When davina is away, this blog becomes all mine.
And I really need the space to just air..... air so many thoughts and troubles.
Today, started the day pretty slow, unsure what to do. Did up a photo appendix, before a meeting ensued.
During the meeting, mind started to wander, extremely distracted. Ended up, I think I couldn't really catch what my boss and colleague were talking about. There's no reason why I was distracted, and I really couldn't fathom why.
But anyway, basically, I couldn't understand what they were saying! In some ways, in definitely made sense. Just that to me, I really couldn't understand why they had to raise this question, or bring up that topic. It was just straightforward to me, and to me, just do what should be done.
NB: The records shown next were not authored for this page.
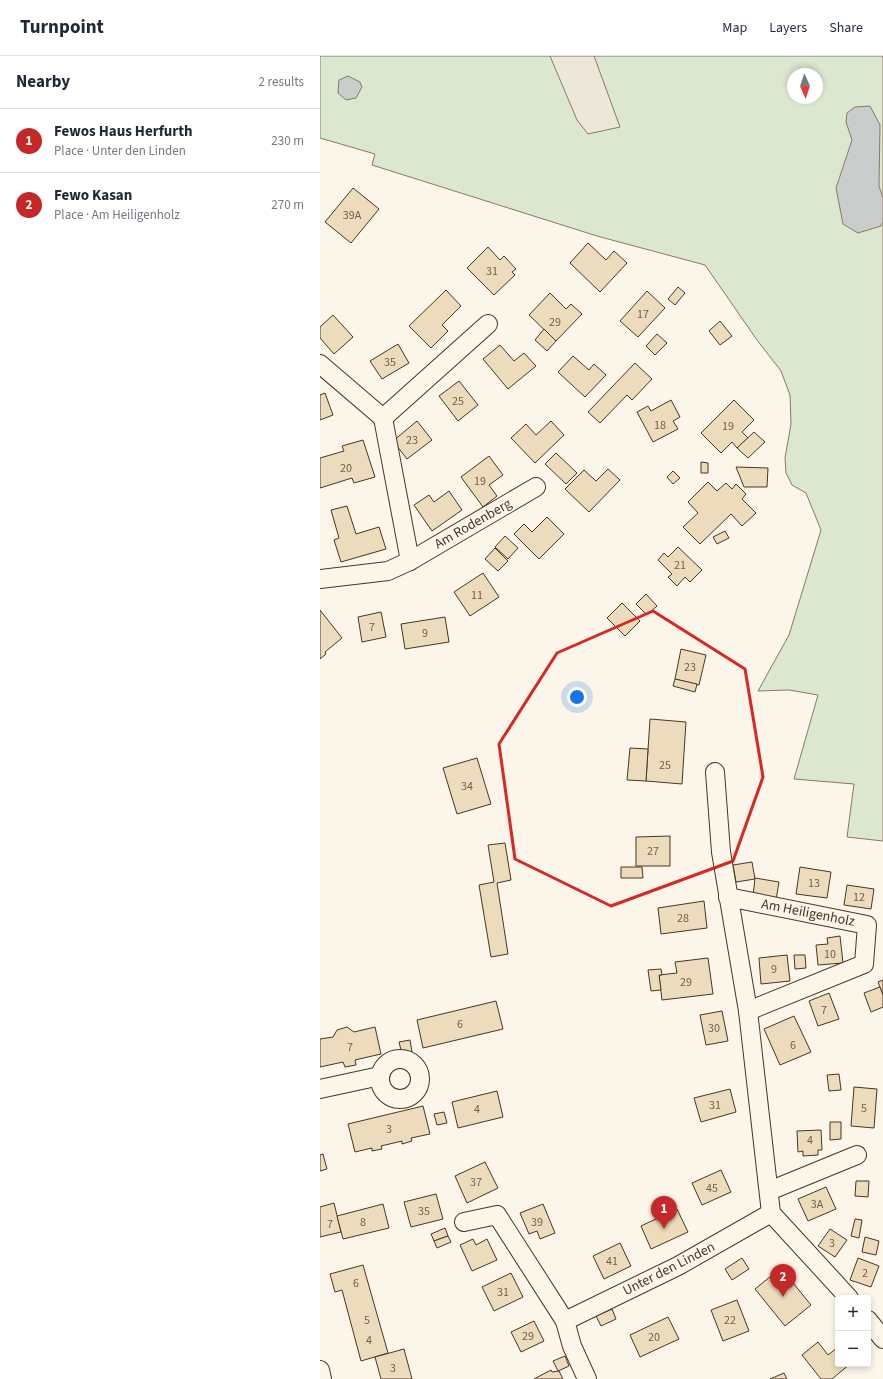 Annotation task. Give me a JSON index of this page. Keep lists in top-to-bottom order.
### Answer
{
  "streets": {
    "street": ["Am Rodenberg", "Am Heiligenholz", "Unter den Linden"]
  },
  "house_numbers": [
    "39A",
    "31",
    "17",
    "29",
    "35",
    "25",
    "18",
    "19",
    "23",
    "20",
    "19",
    "21",
    "11",
    "7",
    "9",
    "23",
    "25",
    "34",
    "27",
    "13",
    "12",
    "28",
    "10",
    "9",
    "29",
    "7",
    "6",
    "30",
    "6",
    "7",
    "31",
    "5",
    "4",
    "3",
    "4",
    "37",
    "45",
    "3A",
    "35",
    "8",
    "39",
    "7",
    "3",
    "41",
    "2",
    "6",
    "31",
    "5",
    "22",
    "29",
    "20",
    "4",
    "3"
  ],
  "north": "bottom",
  "page": {
    "header": "Turnpoint",
    "nav": ["Map", "Layers", "Share"],
    "heading": ["Nearby", "2 results"],
    "list": [
      {
        "mark": "1",
        "name": "Fewos Haus Herfurth",
        "note": "Place · Unter den Linden",
        "value": "230 m"
      },
      {
        "mark": "2",
        "name": "Fewo Kasan",
        "note": "Place · Am Heiligenholz",
        "value": "270 m"
      }
    ],
    "pins": ["1", "2"],
    "map_buttons": ["+", "−"]
  }
}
I find myself struggling, for the particular reason, that I prefer to just do, and not contemplate so much. If I spent my time doing, the total amt of work that would result would be so much greater and more complete than contemplating so much. Contemplation is okay, but communication slows down things too drastically.
This is a far cry from what I used to be during exams in NUS. I used to contemplate about everything, and end up writing nothing, cos I was never convinced that my answer was complete enough. Sigh... so having adapted to uni, I have to readapt again. I believe I can, its just frustrating having to do it so quickly.
Started getting frustrated at myself, and things started to "whirl". Either my education was useless, or work is not what its meant to be. Just so happen, came across an ex-classmate's linkedin profile. Have seen this guy/girl work before. And not to be mean, but just don't understand why someone would employ them. Think its all about credentials to me. Not exactly credentials, but what you make your credentials sound like. Its a real farce.
Well, but fair and square I guess. He got the job. The proud side of me would say, they have a flawed interview system. The humble side of me would probably say, I got a flawed sense of self. Which brought me to another question. Why some people value me so highly, and some not?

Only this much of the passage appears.